◆ Task directions
A single number is expected: the count of lines in the entries below that contain "linecap".

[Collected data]
================================

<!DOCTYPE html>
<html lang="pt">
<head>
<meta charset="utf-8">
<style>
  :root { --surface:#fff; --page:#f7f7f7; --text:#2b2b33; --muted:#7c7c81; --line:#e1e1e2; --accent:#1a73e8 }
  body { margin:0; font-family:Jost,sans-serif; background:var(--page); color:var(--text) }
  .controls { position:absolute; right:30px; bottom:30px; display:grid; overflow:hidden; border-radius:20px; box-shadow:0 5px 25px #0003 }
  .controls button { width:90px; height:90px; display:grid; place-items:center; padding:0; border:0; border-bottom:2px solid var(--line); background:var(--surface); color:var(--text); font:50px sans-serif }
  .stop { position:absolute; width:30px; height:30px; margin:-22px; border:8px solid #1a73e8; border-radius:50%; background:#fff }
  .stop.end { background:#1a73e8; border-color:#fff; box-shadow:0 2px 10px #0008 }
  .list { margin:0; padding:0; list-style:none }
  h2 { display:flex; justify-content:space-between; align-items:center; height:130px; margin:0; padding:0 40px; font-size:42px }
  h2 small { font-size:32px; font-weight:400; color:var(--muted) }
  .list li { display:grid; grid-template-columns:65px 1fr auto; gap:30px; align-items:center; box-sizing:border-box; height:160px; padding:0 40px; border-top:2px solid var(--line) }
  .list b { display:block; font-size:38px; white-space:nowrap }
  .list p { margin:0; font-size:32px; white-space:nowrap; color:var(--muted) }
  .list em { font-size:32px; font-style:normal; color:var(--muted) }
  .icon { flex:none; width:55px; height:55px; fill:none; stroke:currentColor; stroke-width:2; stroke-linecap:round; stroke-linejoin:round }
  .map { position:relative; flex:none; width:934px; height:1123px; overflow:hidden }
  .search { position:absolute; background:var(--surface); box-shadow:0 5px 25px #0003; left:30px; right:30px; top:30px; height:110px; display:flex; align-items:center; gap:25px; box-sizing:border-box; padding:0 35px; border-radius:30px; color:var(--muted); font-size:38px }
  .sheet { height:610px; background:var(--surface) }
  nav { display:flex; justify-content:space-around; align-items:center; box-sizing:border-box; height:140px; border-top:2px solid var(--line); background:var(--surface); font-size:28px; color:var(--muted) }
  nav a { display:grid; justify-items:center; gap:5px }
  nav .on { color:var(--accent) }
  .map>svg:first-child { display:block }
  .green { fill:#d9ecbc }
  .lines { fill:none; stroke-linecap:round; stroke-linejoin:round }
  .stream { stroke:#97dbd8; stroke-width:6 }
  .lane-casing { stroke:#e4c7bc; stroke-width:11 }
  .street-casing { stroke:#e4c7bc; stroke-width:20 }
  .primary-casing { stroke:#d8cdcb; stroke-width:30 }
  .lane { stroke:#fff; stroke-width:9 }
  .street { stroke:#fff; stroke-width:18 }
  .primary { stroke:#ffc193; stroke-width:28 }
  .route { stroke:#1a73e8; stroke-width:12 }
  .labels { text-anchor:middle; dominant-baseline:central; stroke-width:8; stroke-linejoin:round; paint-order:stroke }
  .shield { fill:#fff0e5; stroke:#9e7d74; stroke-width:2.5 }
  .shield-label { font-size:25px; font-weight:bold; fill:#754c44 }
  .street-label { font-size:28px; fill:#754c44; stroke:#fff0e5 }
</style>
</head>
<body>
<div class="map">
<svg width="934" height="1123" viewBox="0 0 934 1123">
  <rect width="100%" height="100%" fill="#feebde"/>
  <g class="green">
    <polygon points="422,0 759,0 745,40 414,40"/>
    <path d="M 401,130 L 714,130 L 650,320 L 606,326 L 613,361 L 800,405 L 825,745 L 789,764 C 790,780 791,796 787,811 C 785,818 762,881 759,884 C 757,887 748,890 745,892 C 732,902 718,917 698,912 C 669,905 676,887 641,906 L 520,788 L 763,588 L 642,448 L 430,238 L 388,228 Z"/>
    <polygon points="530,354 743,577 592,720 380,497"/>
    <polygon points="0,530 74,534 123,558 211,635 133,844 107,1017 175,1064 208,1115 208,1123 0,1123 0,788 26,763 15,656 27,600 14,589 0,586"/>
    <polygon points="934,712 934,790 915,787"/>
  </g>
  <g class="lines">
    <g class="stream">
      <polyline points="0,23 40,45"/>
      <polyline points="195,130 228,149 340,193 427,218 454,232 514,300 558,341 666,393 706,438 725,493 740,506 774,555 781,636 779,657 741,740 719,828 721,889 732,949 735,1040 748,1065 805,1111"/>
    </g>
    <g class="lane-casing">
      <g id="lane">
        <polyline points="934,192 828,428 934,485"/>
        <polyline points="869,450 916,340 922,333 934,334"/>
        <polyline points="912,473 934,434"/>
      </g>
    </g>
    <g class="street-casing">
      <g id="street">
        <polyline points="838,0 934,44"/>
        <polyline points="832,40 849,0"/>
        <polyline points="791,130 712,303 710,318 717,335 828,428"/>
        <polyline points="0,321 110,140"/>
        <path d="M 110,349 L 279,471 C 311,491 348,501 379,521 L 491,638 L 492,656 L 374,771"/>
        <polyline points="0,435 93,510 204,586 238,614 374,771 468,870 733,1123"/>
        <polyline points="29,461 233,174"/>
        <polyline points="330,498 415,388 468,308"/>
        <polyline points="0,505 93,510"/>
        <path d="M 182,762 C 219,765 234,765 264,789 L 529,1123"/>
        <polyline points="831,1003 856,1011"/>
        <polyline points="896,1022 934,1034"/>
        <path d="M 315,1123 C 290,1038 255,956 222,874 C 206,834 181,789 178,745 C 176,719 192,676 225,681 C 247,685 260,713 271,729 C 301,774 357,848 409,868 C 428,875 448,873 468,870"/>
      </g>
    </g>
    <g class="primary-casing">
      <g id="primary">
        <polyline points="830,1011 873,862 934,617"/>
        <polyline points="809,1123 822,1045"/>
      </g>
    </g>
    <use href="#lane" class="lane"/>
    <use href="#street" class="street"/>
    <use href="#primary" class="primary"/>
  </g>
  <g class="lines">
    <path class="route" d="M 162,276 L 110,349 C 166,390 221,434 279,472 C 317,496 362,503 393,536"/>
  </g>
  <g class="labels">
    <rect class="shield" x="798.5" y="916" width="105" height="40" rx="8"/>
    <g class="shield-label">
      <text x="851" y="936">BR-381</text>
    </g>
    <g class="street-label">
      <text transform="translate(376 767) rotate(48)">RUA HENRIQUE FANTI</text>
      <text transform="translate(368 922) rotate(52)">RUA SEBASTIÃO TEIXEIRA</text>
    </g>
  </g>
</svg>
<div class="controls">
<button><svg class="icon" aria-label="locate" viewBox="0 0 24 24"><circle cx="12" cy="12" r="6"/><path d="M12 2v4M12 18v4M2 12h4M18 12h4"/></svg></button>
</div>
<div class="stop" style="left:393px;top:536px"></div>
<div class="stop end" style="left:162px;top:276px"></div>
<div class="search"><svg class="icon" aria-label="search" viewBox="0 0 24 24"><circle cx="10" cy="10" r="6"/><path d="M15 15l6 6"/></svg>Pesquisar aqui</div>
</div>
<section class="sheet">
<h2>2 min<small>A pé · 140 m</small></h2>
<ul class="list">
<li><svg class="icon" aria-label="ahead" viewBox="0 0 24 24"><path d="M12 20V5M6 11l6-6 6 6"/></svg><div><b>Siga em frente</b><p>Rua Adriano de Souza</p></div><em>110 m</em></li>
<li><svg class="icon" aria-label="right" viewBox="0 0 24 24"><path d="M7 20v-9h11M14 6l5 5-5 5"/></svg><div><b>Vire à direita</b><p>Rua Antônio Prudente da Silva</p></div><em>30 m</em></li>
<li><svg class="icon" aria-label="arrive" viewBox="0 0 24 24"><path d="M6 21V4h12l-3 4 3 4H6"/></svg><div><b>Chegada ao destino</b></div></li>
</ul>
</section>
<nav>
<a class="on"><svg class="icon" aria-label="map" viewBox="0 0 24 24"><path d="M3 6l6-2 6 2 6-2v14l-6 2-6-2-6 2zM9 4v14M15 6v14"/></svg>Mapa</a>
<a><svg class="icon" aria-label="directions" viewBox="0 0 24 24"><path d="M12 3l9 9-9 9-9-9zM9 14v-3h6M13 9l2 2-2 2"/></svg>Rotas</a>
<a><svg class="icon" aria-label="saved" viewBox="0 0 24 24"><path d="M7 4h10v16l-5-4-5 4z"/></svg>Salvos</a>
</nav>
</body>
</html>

================================

◆ Output for this exercise
2